→ Exercise instructions
Using the records below, count the lines with "grid" in them. Give the number only.
[Data provided]
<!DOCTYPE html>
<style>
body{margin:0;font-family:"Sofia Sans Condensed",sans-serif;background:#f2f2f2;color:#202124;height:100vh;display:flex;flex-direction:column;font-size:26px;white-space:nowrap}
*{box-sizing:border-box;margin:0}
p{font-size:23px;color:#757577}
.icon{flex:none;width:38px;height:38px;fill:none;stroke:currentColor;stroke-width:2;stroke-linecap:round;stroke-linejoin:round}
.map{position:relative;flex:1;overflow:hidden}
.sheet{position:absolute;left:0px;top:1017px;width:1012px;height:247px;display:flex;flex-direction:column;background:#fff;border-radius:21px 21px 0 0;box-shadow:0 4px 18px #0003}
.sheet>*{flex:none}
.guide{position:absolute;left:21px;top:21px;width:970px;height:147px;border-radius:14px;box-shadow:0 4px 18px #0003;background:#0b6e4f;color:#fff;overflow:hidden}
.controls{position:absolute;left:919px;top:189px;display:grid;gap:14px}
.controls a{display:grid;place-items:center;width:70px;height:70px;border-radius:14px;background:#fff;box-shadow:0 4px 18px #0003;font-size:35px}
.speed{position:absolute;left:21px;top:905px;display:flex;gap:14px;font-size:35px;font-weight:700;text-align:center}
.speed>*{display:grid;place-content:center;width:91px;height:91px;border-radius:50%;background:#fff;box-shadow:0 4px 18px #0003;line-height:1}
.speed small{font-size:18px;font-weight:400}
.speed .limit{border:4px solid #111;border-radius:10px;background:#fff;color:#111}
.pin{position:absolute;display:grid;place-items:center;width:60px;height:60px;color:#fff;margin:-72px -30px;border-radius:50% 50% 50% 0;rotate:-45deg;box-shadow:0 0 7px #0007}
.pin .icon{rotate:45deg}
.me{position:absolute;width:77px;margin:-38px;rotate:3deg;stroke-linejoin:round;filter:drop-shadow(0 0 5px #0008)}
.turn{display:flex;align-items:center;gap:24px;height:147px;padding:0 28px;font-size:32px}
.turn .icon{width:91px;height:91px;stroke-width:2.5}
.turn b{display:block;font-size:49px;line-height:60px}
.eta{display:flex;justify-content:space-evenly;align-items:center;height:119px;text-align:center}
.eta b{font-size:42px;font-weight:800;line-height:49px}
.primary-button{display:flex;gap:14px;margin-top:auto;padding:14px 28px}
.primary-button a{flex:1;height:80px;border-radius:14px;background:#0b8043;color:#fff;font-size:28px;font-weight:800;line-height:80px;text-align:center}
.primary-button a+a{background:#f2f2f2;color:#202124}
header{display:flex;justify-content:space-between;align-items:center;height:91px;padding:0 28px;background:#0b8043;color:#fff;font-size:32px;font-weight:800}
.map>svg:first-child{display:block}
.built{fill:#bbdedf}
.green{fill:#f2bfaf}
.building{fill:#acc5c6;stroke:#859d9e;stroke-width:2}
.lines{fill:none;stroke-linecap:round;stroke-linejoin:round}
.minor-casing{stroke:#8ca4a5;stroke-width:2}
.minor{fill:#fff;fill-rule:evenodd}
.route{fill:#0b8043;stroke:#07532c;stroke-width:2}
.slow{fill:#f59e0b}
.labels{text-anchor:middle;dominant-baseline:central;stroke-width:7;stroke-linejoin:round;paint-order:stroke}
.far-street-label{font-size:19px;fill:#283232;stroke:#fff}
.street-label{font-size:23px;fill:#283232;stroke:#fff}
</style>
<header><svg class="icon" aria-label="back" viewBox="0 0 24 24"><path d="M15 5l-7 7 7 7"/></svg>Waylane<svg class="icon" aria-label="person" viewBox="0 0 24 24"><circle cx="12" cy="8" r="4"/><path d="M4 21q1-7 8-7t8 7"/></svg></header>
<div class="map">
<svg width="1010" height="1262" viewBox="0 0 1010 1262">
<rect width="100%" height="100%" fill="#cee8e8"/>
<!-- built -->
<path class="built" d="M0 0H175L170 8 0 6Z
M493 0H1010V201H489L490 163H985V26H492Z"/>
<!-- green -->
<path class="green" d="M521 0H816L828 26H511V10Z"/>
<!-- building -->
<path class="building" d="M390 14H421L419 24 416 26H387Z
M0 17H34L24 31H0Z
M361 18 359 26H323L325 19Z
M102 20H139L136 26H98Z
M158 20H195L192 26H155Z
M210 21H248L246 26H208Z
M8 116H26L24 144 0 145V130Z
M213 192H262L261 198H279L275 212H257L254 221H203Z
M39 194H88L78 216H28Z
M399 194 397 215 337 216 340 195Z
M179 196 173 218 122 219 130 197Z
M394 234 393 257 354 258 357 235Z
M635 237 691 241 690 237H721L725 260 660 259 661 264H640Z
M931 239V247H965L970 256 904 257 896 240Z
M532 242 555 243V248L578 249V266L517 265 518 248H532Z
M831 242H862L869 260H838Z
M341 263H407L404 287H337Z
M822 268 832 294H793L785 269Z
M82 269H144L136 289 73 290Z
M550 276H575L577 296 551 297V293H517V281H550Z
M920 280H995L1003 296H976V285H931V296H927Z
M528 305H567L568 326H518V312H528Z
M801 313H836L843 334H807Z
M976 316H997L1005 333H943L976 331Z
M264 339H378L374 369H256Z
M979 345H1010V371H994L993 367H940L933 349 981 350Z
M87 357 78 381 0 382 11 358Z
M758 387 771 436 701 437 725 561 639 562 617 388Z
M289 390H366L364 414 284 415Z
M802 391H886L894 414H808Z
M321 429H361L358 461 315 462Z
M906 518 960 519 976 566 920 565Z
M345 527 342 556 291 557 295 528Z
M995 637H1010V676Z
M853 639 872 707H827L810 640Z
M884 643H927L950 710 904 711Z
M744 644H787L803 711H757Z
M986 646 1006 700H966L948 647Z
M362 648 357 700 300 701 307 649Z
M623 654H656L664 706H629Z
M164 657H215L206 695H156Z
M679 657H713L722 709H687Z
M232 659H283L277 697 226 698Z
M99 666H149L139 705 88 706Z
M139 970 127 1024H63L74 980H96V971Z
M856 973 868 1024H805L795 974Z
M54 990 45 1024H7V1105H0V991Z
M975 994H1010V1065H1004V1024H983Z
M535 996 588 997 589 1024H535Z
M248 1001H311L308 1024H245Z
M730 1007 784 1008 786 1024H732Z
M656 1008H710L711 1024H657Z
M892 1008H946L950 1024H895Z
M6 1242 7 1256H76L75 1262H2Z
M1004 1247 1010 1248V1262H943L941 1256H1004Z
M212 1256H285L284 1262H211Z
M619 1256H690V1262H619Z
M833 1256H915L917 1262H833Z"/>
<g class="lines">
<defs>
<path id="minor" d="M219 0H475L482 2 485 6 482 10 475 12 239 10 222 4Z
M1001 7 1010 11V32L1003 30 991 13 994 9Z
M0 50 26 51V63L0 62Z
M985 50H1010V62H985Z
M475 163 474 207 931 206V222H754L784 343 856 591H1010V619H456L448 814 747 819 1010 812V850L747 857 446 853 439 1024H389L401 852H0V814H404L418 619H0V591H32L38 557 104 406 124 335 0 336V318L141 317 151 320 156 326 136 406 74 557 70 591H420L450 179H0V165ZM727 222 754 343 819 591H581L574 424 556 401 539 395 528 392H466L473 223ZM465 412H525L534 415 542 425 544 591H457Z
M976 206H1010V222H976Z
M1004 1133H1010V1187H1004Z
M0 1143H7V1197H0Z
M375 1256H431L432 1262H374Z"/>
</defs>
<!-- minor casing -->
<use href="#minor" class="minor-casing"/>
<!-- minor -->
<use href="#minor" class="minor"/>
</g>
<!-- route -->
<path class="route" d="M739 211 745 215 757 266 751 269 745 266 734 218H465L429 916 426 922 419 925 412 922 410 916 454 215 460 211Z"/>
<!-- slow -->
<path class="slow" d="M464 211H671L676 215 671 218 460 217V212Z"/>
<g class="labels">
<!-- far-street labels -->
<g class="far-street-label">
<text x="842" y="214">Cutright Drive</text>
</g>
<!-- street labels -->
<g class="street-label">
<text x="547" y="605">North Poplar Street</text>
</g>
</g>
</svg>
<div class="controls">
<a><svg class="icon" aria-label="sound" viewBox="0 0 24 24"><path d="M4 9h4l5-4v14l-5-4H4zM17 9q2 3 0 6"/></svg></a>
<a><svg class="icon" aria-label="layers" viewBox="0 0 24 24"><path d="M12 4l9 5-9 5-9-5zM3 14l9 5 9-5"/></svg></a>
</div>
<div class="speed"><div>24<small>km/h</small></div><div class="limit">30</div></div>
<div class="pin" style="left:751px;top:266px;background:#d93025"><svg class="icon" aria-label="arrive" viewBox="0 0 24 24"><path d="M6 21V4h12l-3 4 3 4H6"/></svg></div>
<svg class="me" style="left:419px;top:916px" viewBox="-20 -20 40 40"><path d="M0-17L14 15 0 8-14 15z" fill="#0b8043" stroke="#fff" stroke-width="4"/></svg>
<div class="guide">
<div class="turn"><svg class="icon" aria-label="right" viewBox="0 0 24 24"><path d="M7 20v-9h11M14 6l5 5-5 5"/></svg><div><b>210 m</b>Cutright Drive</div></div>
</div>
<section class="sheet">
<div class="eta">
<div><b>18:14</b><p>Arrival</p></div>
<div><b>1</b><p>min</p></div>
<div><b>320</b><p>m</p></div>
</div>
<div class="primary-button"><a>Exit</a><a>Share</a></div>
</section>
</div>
[/Data provided]
→ Reply
4